Thanks again for your time. What you have observed is weird. Can it come from my DUMPI installation? I used MPICH3 and in the doc you warn about it. As I generate DUMPI traces too, I had compiled DUMPI as follows : 

../configure --enable-libdumpi --enable-test --prefix=/home/chevamax/logiciels CC=mpicc CXX=mpiCC CFLAGS="-DMPICH_SUPPRESS_PROTOTYPES=1 -DHAVE_PRAGMA_HP_SEC_DEF=1 -pthread -I/home/chevamax/logiciels/include/open-trace-format -L/home/chevamax/logiciels/lib" 

I try to use dumpi2otf (I know it's not finished) to visualize dumpi trace (as I found nothing graphical), so that's why I link libotf.

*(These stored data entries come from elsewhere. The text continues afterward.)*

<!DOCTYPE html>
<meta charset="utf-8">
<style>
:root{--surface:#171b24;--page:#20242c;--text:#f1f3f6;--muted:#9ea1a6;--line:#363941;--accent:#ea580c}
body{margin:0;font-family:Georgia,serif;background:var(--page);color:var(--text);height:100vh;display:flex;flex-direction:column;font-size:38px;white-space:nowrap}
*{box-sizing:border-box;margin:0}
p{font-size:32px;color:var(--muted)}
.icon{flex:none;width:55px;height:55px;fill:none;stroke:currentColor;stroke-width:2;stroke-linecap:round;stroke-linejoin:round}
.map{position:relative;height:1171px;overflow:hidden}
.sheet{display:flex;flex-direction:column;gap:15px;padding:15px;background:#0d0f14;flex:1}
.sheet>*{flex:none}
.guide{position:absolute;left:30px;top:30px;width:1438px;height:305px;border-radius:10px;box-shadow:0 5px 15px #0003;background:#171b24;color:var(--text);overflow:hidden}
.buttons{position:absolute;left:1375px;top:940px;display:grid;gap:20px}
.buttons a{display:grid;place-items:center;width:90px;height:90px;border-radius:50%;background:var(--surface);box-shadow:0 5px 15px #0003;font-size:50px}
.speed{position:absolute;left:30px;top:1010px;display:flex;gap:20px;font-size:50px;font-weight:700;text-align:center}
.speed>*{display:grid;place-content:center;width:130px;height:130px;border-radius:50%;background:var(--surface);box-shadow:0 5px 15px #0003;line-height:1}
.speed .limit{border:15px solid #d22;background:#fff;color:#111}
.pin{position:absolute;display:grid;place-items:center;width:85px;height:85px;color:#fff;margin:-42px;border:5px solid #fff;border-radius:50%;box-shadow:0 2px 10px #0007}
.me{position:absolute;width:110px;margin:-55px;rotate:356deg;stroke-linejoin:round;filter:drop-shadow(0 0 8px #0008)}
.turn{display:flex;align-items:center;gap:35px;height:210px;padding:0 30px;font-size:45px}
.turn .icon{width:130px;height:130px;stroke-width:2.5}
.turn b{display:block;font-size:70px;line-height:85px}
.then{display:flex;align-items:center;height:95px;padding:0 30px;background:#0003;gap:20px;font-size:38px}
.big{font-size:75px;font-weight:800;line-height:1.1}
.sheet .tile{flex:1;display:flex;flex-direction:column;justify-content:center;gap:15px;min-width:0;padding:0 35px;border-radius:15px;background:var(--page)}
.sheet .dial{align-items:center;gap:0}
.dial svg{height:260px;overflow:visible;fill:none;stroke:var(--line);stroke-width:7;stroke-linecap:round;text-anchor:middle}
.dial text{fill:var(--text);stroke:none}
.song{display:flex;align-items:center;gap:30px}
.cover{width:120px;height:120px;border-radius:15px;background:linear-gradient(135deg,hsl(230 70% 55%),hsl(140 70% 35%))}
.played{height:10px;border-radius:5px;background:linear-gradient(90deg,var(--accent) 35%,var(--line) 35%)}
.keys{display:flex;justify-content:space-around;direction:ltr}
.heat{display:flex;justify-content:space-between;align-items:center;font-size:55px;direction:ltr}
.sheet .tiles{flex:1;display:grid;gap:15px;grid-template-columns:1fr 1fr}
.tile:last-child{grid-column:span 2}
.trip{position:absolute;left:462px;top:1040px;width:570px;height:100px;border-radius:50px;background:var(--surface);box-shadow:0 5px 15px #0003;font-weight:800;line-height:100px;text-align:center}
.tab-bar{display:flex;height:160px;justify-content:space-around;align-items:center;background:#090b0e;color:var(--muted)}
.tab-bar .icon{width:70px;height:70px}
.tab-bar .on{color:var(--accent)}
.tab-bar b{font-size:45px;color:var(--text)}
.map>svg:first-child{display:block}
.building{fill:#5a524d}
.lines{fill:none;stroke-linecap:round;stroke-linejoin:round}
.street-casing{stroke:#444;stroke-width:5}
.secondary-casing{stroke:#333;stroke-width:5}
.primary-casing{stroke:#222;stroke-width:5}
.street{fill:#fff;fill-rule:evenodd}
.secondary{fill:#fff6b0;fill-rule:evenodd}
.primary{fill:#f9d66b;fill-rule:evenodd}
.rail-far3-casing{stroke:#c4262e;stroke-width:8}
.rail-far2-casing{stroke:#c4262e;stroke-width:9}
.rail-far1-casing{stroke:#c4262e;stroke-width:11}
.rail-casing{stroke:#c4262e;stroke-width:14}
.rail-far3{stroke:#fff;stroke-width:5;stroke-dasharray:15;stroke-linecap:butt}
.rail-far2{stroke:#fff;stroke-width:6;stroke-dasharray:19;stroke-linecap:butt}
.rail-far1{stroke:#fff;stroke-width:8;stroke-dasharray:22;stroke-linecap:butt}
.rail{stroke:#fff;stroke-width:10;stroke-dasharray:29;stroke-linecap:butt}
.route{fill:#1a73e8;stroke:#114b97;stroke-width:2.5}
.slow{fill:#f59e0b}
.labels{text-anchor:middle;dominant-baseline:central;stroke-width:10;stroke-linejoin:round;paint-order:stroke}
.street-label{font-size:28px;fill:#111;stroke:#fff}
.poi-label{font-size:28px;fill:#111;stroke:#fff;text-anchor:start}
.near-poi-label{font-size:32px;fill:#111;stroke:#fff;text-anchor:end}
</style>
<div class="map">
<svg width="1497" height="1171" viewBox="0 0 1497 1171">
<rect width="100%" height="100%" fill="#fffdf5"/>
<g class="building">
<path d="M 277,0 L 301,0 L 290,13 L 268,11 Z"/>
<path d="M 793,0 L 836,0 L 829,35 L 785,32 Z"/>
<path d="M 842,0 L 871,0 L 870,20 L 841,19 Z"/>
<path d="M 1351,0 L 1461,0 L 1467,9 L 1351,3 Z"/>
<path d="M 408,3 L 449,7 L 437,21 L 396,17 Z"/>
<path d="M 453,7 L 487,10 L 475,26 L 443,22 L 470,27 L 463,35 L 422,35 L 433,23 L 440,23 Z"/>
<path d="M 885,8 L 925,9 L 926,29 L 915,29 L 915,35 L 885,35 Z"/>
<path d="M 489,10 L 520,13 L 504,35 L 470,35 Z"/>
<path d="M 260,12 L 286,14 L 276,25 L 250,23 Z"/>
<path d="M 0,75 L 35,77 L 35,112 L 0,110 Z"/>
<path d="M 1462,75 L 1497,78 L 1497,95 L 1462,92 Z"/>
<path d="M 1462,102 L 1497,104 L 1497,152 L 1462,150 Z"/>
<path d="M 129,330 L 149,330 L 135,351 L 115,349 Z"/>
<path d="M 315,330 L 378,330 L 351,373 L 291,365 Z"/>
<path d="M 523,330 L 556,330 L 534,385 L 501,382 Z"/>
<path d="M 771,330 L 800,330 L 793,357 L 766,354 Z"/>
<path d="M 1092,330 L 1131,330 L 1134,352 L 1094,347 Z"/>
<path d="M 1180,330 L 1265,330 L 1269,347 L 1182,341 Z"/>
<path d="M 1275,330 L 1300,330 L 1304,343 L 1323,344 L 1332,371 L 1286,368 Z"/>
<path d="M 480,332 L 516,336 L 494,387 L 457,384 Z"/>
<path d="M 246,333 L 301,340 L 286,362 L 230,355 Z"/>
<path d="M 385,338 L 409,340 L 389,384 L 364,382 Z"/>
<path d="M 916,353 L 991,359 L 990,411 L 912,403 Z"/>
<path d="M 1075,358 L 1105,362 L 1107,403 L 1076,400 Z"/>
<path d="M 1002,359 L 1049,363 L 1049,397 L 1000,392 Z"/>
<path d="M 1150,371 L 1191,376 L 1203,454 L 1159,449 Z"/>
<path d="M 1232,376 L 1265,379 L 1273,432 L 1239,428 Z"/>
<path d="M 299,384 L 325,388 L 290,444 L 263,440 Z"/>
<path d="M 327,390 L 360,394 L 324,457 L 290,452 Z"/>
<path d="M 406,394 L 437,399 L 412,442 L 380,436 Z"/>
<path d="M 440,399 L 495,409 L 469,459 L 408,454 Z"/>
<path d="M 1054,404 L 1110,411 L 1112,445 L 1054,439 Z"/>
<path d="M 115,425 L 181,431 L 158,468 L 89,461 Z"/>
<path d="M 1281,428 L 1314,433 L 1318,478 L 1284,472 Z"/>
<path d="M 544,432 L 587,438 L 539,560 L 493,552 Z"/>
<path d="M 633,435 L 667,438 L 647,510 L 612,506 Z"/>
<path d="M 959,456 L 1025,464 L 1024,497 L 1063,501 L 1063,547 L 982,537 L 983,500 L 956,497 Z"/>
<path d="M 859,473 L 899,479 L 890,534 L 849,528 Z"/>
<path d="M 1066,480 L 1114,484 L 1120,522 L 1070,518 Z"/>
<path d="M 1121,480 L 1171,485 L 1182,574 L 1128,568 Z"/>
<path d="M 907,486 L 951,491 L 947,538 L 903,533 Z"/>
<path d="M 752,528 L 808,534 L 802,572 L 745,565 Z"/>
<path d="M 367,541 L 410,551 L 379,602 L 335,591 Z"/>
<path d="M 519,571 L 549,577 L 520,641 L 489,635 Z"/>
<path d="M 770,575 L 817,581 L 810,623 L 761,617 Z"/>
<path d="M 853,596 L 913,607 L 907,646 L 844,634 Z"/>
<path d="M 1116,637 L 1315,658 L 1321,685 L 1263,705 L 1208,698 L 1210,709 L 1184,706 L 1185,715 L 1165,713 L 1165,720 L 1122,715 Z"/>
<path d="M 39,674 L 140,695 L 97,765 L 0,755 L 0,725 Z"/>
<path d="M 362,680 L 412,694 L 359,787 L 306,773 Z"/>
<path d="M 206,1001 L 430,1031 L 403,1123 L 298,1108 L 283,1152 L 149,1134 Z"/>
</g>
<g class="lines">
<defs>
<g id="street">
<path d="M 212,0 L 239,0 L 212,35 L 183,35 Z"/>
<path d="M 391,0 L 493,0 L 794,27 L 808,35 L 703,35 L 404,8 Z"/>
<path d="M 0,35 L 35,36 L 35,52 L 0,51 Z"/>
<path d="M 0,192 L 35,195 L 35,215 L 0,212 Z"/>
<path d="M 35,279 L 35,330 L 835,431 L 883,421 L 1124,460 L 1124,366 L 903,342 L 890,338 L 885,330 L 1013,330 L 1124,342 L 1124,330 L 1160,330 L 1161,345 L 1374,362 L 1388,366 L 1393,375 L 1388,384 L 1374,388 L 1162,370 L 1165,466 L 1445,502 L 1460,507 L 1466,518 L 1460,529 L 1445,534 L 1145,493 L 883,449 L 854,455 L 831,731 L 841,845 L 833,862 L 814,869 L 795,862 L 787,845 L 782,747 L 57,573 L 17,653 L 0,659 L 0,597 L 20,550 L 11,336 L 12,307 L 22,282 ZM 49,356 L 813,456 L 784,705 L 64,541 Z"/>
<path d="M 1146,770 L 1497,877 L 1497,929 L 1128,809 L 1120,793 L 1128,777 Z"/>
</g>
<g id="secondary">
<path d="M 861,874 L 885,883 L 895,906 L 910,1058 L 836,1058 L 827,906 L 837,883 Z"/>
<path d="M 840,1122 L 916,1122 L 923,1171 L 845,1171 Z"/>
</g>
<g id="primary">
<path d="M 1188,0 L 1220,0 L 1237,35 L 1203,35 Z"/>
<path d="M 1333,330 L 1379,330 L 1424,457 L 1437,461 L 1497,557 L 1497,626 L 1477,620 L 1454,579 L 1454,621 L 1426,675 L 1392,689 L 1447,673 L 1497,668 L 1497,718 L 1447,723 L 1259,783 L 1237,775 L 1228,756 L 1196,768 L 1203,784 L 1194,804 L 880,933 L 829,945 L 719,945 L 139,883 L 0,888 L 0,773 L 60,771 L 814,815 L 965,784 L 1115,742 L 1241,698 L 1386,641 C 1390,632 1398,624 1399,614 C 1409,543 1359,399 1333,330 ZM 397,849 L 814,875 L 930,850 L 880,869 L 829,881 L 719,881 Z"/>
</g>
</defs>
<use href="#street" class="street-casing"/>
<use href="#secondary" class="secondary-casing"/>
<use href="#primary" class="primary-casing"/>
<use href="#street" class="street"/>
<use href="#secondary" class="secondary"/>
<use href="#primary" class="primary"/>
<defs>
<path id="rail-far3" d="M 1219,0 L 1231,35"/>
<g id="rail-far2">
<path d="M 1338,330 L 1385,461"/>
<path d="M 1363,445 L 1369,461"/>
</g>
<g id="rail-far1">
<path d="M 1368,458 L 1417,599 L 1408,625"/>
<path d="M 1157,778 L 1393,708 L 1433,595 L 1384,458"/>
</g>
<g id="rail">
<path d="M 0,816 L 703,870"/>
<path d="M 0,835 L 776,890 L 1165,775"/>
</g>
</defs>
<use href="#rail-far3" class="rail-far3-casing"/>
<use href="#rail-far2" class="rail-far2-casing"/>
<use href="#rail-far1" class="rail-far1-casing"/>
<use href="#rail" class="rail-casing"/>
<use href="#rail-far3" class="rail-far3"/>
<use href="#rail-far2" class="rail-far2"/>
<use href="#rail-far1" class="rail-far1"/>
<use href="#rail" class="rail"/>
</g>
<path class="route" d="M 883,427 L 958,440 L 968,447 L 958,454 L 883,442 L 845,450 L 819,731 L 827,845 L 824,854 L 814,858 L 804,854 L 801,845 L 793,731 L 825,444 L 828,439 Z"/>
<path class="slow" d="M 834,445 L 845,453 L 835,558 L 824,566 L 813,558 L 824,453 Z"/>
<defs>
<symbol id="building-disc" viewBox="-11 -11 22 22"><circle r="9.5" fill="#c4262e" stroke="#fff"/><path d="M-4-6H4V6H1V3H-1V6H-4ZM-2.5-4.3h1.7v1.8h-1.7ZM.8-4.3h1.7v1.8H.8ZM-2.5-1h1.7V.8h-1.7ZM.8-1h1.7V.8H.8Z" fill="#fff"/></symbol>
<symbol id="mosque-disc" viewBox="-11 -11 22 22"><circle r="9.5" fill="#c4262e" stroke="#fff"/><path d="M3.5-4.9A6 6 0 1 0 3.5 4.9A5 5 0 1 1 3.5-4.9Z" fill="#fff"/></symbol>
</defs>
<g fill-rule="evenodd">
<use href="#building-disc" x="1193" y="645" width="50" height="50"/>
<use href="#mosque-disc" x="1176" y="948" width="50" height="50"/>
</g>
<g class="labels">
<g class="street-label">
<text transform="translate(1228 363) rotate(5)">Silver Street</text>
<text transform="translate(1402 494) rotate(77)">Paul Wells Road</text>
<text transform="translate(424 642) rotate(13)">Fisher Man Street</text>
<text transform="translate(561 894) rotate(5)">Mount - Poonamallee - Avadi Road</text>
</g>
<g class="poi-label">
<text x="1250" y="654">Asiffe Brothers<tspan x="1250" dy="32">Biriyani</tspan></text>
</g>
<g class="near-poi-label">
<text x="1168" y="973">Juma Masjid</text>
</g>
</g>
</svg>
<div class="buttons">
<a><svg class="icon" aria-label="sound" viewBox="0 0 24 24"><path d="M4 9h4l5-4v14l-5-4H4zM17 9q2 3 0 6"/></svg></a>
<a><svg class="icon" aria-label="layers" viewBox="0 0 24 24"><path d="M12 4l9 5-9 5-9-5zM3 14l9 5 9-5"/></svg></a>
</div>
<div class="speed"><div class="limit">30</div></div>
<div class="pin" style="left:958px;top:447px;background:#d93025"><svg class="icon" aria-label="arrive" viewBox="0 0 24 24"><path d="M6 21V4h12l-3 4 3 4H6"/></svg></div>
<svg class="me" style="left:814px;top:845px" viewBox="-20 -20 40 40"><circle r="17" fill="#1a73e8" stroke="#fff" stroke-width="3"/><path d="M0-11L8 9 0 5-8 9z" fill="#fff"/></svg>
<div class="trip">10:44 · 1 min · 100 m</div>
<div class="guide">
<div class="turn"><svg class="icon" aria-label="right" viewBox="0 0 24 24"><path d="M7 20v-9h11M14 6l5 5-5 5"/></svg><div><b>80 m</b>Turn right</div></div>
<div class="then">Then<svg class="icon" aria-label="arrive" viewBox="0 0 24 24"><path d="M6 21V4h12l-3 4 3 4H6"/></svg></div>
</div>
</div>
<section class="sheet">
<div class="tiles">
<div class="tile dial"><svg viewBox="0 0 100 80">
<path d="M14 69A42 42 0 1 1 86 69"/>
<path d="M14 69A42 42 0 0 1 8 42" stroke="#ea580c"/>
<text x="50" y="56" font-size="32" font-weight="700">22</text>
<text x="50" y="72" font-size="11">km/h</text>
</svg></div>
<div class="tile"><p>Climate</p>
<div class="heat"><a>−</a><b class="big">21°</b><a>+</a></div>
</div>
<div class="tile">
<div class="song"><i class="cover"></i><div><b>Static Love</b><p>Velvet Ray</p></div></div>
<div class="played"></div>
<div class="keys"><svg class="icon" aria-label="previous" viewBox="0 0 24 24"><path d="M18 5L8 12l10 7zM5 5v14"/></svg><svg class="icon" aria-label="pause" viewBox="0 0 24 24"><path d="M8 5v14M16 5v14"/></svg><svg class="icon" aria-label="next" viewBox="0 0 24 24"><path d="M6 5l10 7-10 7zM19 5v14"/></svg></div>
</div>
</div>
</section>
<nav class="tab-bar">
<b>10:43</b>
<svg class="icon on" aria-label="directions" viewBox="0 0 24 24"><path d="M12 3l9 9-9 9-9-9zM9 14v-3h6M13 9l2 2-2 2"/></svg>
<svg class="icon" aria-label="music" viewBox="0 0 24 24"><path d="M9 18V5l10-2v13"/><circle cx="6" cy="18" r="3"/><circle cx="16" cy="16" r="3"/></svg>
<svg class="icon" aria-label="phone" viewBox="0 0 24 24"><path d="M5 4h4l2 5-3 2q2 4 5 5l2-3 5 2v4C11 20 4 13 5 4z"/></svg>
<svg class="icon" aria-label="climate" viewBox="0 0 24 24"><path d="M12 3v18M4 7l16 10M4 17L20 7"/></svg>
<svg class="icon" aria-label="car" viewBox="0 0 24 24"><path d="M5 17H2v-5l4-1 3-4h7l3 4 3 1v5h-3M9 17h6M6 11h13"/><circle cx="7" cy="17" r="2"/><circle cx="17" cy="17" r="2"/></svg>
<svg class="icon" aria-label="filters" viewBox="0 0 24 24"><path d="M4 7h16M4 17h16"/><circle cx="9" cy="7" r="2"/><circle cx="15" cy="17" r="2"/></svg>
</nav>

Perhaps the CFLAGS's options break something. But I doubt that's come from here as I generate AMG traces and replay them without errors. 

When I execute HPL, it run smoothly with a correct terminaison (end tests pass and no warning/error messages), so I don't think it comes from an early terminaison of HPL. 

Maxime 

----- Mail original -----

> De: "Misbah Mubarak" <mmubarak at anl.gov>
> À: "maxime chevalier" <maxime.chevalier at inria.fr>
> Cc: codes-ross-users at lists.mcs.anl.gov
> Envoyé: Mercredi 7 Juin 2017 22:42:14
> Objet: Re: [codes-ross-users] Replay HPL's dumpi trace on CODES

> Hi Maxime,

> I ran the HPL traces with no MPI data type on the simulation and here are
> some observations. I disabled any synchronizations (wait, wait-alls) in the
> simulation so that it only matches the MPI sends with the receives and does
> nothing else.

> - Rank 0 expects 192 messages from Rank 1 but it instead receives 192
> messages from Rank 2.
> - Rank 1 receives 192 messages from rank 0 but there are no corresponding
> receives posted so the messages remain unmatched. -
> - Rank 2 is expecting 192 messages from Rank 0 but they don’t arrive
> (probably because they arrived at Rank 1).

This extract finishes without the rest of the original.